I was browsing through my news feeds recently when I ran across this topic in an advice column. The questions was, in a nutshell, whether diners were obliged to tip for takeout food. Not delivery, but takeout. Here’s part of the response:
You should tip for takeout, because filling your order takes work. Someone has to take your order over the phone, and that order could be an extra-crispy, extra-sauce, half-anchovy sausage pizza–in other words, complicated. Or worse, it could be vague: “Yeah, I don’t have your menu in front of me, but do you have, like, a tofu in peanut sauce type dish?”
Assembling the order is more trouble than many people realize, says Patrick Maguire, who has worked in the restaurant industry for 10 years: “You have to accommodate any special requests, like ensure any dressings are on the side, package the whole thing up properly so nothing spills, and keep items separate so the bread doesn’t get soggy.” Some dishes, like curry, can just be shoveled into a container, but some need to be nicely arranged. As Dublanica says, “You don’t want your vegetables and potatoes and steak mashed together in a lump.”

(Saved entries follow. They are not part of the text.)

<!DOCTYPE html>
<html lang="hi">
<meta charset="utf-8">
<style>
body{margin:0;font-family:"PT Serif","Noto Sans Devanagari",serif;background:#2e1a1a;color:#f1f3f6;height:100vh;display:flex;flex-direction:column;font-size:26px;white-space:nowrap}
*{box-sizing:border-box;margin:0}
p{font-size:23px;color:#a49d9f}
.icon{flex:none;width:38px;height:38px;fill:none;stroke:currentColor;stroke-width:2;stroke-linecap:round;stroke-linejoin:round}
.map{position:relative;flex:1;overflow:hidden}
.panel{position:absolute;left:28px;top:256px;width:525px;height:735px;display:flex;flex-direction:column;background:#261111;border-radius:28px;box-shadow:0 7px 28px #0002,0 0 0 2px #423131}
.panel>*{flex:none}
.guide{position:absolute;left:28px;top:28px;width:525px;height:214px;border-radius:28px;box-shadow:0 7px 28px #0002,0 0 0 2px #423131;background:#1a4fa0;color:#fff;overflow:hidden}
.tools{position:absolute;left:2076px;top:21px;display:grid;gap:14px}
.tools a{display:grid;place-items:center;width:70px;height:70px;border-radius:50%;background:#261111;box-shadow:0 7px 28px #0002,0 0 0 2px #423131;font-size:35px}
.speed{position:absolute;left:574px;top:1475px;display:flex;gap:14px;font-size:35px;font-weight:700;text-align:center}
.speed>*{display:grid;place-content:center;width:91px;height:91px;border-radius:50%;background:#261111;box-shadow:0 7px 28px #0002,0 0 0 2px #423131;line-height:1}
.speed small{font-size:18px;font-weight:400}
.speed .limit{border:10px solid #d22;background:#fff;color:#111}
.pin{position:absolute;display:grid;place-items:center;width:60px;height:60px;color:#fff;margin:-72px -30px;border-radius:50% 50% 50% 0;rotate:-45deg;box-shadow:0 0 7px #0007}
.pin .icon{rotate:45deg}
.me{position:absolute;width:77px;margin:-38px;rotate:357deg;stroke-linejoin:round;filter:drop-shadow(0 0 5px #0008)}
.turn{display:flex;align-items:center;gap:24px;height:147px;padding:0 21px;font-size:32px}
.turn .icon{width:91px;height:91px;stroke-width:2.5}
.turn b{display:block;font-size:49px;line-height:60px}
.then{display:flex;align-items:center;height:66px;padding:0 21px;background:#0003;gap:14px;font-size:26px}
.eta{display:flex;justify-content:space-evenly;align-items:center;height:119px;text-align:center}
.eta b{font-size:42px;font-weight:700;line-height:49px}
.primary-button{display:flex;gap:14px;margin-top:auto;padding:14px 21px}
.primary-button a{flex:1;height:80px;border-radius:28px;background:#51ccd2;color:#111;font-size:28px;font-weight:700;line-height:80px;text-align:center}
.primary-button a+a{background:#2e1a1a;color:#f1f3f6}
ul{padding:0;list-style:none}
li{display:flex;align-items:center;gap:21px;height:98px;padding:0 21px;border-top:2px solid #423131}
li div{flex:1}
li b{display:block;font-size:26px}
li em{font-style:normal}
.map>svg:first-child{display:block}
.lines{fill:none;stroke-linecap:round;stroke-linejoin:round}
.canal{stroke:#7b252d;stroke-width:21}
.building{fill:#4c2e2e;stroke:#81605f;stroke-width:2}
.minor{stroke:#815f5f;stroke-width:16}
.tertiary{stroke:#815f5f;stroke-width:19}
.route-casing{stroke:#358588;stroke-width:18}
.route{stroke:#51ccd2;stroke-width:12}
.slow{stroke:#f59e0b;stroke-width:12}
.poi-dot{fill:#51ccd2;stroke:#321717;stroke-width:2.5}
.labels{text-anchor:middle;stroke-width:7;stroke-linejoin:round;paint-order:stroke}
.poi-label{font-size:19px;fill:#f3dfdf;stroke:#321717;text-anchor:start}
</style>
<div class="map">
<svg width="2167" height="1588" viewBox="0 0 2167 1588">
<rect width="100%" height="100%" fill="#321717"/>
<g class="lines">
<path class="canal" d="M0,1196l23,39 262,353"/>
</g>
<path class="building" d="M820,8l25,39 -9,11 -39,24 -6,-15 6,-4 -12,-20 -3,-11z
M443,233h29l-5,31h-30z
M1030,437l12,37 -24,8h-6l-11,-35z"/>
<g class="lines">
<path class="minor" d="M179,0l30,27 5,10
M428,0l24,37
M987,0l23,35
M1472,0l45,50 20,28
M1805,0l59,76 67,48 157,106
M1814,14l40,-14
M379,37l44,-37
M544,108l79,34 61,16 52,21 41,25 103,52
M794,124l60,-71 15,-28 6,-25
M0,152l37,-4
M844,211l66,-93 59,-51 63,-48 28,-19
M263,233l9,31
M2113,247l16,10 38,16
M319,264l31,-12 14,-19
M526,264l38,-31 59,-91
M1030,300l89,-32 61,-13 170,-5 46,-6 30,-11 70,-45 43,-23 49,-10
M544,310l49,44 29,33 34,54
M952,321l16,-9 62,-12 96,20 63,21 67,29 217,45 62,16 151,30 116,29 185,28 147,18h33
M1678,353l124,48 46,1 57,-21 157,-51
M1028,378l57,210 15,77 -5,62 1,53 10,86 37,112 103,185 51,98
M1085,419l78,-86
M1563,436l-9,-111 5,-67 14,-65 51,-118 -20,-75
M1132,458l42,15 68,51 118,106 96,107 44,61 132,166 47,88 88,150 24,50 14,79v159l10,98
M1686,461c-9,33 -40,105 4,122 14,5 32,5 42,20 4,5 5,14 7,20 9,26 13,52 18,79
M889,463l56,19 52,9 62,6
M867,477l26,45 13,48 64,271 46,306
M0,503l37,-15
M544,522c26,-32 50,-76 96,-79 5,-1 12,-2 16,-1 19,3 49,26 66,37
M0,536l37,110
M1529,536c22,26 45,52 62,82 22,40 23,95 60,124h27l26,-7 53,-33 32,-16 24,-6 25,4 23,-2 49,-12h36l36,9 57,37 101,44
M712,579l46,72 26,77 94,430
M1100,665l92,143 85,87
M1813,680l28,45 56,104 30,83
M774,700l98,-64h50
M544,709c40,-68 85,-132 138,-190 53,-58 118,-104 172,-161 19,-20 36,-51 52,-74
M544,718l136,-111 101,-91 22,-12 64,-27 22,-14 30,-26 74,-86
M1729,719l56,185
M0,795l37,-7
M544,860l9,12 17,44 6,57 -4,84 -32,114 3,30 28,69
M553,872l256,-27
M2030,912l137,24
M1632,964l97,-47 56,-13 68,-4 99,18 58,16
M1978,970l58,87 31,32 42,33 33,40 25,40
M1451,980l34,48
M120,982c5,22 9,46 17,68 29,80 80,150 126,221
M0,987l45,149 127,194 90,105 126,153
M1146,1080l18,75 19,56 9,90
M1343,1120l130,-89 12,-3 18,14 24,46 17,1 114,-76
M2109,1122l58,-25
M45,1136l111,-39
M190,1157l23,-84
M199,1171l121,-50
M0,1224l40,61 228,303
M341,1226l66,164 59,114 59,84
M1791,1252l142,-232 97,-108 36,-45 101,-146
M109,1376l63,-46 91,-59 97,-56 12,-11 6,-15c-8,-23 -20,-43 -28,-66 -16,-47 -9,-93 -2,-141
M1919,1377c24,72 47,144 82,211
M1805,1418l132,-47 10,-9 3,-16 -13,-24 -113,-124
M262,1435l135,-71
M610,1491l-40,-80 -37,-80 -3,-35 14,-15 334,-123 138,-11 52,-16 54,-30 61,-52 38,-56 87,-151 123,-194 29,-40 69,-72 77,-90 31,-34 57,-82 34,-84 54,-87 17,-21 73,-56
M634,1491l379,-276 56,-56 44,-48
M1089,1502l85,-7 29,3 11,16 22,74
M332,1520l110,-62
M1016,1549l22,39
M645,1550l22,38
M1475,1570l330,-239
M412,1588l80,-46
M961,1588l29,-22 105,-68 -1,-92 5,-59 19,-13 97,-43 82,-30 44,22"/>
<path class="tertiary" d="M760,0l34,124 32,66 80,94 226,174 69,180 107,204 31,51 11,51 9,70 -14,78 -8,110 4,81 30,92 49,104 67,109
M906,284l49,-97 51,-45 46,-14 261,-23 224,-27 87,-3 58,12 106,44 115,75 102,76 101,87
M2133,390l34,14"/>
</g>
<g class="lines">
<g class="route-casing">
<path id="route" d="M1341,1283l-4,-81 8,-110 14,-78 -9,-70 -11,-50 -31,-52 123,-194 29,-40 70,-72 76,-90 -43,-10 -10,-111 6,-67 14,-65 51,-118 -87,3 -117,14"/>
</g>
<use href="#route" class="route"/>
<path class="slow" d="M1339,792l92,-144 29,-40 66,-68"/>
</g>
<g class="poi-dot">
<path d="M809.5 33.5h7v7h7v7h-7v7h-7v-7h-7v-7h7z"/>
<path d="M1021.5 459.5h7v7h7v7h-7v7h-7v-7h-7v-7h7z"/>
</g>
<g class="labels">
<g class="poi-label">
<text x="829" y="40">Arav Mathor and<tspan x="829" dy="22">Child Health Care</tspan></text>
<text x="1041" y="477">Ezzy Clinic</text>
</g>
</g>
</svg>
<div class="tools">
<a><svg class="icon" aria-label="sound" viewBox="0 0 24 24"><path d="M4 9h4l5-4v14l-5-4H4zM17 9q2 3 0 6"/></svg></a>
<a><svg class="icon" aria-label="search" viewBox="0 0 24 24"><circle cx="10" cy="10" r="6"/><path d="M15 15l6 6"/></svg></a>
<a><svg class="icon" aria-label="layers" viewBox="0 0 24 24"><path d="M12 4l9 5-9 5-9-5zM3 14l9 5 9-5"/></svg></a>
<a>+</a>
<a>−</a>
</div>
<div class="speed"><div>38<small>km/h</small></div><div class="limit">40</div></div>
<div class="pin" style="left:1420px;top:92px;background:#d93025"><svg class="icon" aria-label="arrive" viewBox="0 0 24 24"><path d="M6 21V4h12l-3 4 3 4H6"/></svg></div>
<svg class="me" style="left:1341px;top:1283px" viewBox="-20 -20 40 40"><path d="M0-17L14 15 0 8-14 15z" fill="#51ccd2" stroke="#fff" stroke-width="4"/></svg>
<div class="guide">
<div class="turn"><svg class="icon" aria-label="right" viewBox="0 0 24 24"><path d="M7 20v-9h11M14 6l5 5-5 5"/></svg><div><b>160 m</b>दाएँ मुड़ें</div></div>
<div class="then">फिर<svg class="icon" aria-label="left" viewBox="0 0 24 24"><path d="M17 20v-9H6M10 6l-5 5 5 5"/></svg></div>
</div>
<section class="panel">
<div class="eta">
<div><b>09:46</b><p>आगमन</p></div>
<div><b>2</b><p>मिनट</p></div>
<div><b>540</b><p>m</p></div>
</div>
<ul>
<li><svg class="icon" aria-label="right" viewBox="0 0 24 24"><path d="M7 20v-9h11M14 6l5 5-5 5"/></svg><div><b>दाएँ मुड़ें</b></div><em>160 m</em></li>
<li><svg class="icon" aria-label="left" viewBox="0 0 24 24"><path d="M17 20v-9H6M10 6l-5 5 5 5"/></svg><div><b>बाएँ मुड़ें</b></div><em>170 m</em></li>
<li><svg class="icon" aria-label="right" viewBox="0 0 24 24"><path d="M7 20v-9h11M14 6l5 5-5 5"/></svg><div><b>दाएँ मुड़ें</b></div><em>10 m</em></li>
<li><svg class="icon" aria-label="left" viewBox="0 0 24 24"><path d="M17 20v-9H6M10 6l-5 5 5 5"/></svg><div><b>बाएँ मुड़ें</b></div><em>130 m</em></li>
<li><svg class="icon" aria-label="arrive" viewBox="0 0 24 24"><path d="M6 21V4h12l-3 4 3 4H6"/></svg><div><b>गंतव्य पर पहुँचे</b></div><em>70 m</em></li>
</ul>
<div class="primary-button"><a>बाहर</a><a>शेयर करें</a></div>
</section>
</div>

When the person taking your order is a server and the restaurant is busy, there’s an opportunity cost for him in taking your order. While he’s wrapping up your Peking duck or burger and curly fries, he could be serving customers at a table and earning a real tip. […] As when tipping for a latte, you should also reward the person with a smile and friendly remark.
In all of the examples provided above, the servers are merely performing the tasks they were hired to do. It’s their job. That’s why it’s called work. The restaurant exists to serve me, the consumer. Not the other way around. They should want to answer my questions and indulge my whims to win my favor and, most importantly, my repeat business.
This argument would only make sense if there was no wage beyond tips for people in the service industry. That’s not the case. Restaurant staff get paid to take my call. They get paid to cook my food. They get paid to box it up and bag it. They get paid to ring up my bill. They get paid to hand me my order. They even get paid to reward me with “a smile and friendly remark.” Their pay comes from a portion of the money I give them in exchange for their products and services. We consumers tip for impressive service for which we’re grateful. That’s why it’s called gratuity. Taking my money and handing me my order doesn’t exactly leave an impression. I get the same impression from every gas station and grocery store cashier I run across. Are we supposed to tip them?
I’m grateful that a guy picks up my trash on Tuesdays, but I’m not expected to tip him just because his job stinks. I already contribute to his salary with my hefty tax bill, and he’s not entitled to more of my money just because he didn’t screw anything up. I’m sure you’re grateful you haven’t been poisoned by improperly filled prescriptions, but does that mean you’re obliged to tip your pharmacist? Do you feel compelled to butter her up with extra money because she has to sometimes “accommodate special requests?” If you walk into your dry cleaners and the clerk takes your ticket, swipes your card, and hands you your clothes, is he entitled to extra money merely because “assembling the order is more trouble than many people realize?” I don’t think so.
This growing entitlement mentality has less to do with fairness and more to do with pretentious people wanting to appear empathetic. Empathy is the currency of emoted narcissists, so much so that it was parodied on the satirical blog, Stuff White People Like. By publicly chiding others for not caring as much as they do for the less-fortunate, they solidify their credentials as passionate protectors of the pitiful. I have news for them; this isn’t colonial India. Busboys, cooks, bartenders and waiters aren’t born into a food service caste. If they don’t like their jobs and their abnormal wage system, they can seek employment elsewhere. Hard-working people like me shouldn’t be shamed into subsidizing them.
If other people want to run around handing ones and fives to everyone they meet, then that’s fine by me. But the ‘holier-than-thou’ routine is wearing a little thin, especially in an economy that has most consumers living on razor-thin budgets. I tip a minimum of 20% for good service. I even go so far as to tip 15% for poor service, but I’m not going to tip for no service. A simple “thank you” should suffice.